Crawford’s scandalous misdeed took place last August, when she was clerking for Circuit Judge Valarie Turner. Turner gave her robe to Crawford, and allegedly let her preside over three traffic cases. When it was discovered that Crawford wasn’t the real judge, the cases had to be dismissed. Chief Judge Timonty Evans, who hired Crawford for her position with the 1st Judicial Subcircuit, which includes Chicago’s South Side, fired her immediately. Judge Turner was relegated to administrative duty, but went on medical leave soon after.
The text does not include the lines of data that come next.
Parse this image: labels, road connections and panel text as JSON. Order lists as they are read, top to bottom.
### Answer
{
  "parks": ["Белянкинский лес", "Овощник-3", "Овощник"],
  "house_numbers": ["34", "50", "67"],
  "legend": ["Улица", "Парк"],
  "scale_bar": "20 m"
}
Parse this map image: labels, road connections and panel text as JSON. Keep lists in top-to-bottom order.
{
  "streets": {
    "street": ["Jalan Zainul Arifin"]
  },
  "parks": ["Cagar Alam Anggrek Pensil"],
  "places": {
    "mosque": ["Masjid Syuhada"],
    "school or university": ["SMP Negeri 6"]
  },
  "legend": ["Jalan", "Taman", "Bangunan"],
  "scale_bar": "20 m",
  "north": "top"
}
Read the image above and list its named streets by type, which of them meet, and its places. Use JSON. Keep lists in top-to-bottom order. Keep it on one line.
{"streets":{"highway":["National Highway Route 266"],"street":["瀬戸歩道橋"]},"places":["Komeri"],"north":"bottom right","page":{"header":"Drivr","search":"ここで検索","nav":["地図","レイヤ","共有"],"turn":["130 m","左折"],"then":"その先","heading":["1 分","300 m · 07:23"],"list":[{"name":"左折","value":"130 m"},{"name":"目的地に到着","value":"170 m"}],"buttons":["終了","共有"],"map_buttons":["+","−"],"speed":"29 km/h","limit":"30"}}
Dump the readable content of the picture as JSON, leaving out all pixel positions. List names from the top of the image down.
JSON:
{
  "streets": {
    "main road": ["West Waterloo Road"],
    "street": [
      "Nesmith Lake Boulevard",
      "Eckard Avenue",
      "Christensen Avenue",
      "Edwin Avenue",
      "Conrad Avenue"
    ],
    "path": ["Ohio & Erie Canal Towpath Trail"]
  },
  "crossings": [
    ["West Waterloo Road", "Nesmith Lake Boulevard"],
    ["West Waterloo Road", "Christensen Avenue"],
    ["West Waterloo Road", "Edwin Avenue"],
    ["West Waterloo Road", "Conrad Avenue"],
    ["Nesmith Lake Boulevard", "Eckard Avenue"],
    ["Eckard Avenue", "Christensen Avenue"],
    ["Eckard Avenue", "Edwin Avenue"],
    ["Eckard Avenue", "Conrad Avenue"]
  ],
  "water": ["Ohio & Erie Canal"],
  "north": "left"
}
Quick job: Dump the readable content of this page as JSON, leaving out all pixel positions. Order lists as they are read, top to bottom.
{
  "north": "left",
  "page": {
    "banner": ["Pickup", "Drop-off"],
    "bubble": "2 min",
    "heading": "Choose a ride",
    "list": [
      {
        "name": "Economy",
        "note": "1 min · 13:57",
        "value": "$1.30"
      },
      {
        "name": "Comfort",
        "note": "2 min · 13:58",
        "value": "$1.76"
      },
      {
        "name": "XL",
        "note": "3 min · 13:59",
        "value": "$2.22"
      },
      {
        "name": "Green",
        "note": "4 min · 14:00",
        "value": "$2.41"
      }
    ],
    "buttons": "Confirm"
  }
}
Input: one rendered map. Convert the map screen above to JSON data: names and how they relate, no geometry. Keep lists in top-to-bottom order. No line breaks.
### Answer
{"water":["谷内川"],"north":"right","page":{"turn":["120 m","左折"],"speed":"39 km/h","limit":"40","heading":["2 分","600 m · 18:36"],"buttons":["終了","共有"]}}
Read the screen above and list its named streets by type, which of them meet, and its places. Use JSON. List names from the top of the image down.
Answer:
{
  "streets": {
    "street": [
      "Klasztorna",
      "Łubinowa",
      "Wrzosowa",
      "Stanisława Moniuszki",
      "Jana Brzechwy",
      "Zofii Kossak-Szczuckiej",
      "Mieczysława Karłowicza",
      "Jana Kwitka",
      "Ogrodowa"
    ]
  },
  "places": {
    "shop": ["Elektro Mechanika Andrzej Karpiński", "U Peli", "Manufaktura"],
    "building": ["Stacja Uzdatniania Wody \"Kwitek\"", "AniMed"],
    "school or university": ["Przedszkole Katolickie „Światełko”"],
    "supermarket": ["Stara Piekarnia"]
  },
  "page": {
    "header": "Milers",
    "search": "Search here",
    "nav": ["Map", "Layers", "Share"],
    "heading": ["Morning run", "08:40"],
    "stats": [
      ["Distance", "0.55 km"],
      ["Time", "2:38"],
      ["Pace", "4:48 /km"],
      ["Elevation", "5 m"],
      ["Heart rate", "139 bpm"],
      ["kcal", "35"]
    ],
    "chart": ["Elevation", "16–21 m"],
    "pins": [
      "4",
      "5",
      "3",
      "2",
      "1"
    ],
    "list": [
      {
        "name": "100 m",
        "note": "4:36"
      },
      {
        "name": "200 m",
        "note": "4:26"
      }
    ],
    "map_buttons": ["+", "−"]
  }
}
Crawford said at a September press conference that she did not decide any cases or make any judgments. “I did not tell anyone I was the judge,” she claimed, saying she had been shadowing Turner, who instructed her to take the bench.
Despite winning, Crawford will not be able to serve as a judge if she permanently loses her law license or is convicted of a felony, according to the Sun-Times. She is scheduled to face a disciplinary hearing that will determine the fate of her bar status, and has been charged with one felony count of official misconduct and one misdemeanor count of false impersonation. If Crawford is disqualified from serving, the state Supreme Court can fill the position with someone else, who would serve until the 2018 election.